Statin effects on atherosclerotic plaques: regression or healing?

A new meta-analysis by Banach et al. [9] reinvestigated the effect of statins on atherosclerosis progression and was recently published in BMC Medicine. The authors included nine studies with more than 830 individuals in whom virtual histology data was available. This study supported previous findings that higher statin doses result in significant plaque volume reduction, while lower statin doses does not. More interestingly, the pooled virtual histology data demonstrated that this small change in plaque volume is a poor summary of plaque composition change. On the one hand, the fibro-fatty and necrotic core volumes remained unchanged with statin use; and on the other hand, a significant fibrous plaque volume reduction accompanied a significant increase in the dense calcium volume. The data also suggests that there is a direct correlation between statin intensity used in each study and the effects on fibrous plaques and on dense calcium volumes, despite the limited power of subgroup analysis. Another very recent meta-analysis reached similar conclusions using different analytical techniques [10].

An interesting aspect of plaque composition derived from the study by Banach et al. is the role of coronary calcification in the atherosclerotic process and its implications on cardiovascular risk assessment. While some authors propose that calcium formation is part of the healing and stabilizing process of atherosclerosis, other in vitro studies indicate that calcium location may better explain the difference in plaque rupture risk [11]. In fact, while clinical studies have firmly documented a direct association between the overall calcification in coronary arteries (measured as either the Agatston score or calcium volume) and cardiovascular events, other studies suggest that the pattern and distribution of calcium in coronary plaques may equally matter. A classical coronary computed tomography (CT) angiography study by Motoyama et al. [12] indicated that small “spotty” calcifications are associated with future plaque ruptures, whereas a sub-analysis of the Multi-Ethnic Study of Atherosclerosis (MESA) study [13] demonstrated that calcium density is inversely associated with events risk. These results, grounded by cellular and molecular data on the mechanisms regulating the pattern of atherosclerotic calcification, suggest that smaller calcium deposition (pro-inflammatory-driven microcalcifications) are associated with plaque rupture and increased cardiovascular risk, while larger, denser calcium structures (anti-inflammatory-driven macrocalcifications) are associated with plaque stabilization and better outcomes, in agreement with the increased dense calcification documented with statin treatment [14].

Collectively, these results indicate that instead of regression, the use of statins can lead to plaque healing and stabilization.

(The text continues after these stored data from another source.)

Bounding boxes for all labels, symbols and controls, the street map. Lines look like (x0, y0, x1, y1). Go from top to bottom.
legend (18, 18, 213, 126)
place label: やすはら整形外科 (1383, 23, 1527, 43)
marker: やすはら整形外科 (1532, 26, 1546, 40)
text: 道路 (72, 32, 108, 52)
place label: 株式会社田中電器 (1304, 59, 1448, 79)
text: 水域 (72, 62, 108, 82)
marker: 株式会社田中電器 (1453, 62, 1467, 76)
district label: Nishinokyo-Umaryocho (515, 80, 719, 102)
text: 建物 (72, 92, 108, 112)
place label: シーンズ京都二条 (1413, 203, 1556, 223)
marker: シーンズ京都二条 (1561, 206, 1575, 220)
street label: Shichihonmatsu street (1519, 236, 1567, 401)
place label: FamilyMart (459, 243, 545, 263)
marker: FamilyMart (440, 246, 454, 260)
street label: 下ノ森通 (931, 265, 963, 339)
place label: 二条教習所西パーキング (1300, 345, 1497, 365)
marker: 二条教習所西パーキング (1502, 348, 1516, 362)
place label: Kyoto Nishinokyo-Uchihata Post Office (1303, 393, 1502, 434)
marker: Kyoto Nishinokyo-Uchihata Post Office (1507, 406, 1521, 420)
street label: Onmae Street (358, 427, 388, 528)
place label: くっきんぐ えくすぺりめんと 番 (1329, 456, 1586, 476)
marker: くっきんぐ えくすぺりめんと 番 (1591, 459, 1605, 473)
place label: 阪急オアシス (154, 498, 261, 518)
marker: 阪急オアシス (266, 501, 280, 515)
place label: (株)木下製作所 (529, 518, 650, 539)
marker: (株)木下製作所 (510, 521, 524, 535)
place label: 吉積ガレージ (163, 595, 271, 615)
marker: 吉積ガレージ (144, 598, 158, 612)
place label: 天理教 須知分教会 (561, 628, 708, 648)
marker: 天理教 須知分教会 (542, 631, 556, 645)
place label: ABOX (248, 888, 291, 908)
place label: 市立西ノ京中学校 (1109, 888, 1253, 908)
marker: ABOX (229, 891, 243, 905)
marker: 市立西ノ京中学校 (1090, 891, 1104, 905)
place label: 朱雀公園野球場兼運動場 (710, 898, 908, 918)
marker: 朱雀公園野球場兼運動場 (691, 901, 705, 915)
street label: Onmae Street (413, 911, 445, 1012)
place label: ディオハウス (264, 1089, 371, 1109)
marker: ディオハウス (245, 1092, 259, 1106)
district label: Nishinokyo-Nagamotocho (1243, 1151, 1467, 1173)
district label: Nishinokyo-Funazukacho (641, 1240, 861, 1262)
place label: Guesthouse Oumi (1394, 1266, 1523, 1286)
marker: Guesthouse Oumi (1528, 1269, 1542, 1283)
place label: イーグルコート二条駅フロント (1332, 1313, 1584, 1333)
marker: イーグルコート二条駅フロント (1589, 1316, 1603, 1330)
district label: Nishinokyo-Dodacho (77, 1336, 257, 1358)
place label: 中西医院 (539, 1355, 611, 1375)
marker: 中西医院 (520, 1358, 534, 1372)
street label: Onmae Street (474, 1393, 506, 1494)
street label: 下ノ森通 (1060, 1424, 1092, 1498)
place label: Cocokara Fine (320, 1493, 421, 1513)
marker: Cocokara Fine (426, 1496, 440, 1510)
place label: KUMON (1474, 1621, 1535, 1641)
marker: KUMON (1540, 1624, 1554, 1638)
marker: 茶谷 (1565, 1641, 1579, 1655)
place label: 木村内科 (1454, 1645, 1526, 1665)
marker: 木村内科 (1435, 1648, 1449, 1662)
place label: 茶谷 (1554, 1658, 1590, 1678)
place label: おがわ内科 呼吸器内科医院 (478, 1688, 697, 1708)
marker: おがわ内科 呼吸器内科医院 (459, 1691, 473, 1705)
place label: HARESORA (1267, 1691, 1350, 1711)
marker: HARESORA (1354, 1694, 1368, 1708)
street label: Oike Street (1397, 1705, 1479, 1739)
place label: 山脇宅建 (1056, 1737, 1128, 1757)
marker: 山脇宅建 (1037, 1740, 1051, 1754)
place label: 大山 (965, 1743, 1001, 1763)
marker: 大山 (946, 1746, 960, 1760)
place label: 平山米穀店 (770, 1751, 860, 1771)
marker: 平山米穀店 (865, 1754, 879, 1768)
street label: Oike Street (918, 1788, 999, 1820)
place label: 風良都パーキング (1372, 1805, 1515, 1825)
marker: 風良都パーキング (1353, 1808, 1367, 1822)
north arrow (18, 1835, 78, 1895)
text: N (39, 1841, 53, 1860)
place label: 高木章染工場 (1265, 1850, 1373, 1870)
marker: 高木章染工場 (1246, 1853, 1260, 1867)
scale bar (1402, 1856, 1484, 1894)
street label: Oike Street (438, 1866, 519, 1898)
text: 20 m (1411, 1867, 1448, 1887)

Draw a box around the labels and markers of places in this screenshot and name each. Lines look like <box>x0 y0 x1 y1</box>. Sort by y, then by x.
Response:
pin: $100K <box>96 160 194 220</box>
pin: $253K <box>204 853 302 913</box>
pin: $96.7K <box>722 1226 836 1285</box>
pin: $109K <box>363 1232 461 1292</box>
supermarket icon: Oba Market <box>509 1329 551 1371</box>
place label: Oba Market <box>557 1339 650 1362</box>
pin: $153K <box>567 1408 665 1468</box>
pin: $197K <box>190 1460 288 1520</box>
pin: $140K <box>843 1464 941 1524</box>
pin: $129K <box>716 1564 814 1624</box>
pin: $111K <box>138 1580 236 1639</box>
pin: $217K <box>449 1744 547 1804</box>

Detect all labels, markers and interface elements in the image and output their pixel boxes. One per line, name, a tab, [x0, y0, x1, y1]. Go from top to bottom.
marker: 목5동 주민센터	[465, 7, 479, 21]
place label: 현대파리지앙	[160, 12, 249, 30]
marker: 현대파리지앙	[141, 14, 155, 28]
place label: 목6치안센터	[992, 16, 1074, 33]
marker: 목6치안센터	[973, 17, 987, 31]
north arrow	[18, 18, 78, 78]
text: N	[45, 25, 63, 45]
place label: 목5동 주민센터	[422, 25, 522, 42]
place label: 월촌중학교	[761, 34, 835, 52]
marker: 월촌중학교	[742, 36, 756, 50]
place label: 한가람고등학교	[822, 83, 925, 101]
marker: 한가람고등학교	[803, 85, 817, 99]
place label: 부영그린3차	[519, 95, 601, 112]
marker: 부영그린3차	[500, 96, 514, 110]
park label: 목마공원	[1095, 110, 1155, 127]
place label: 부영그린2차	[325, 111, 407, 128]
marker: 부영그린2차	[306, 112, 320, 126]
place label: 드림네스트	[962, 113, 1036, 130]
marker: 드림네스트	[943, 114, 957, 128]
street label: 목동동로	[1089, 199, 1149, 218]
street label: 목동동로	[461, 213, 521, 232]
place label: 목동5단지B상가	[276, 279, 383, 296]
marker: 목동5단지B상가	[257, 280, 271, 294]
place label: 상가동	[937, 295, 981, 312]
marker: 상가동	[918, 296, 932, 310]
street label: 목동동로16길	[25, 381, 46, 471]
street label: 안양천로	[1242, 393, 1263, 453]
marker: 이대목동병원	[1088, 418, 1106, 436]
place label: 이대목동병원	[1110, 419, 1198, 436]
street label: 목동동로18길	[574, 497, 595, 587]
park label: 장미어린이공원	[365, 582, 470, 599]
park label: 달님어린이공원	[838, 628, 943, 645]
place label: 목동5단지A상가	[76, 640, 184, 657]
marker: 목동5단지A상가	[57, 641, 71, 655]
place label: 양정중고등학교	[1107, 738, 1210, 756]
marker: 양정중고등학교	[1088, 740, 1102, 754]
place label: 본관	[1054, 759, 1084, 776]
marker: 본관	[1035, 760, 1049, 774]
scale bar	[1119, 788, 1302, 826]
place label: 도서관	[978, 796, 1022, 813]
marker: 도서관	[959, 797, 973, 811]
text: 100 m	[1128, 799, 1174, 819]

The “healed” plaque is only discretely smaller, although it has better structure and is less prone to rupture. Even so, the occurrence of cardiovascular events despite optimized treatment in a significant proportion of patients receiving statins, the so-called “residual risk”, suggests that the healing process is incomplete. In fact, it has been proposed that statins and other preventive measures alter the mechanisms leading to acute coronary syndromes. Instead of plaque rupture, acute coronary syndromes in those “healed” plaques are more likely to occur by erosion. This change is thought to be related to the improved plaque structure associated with the change in its components.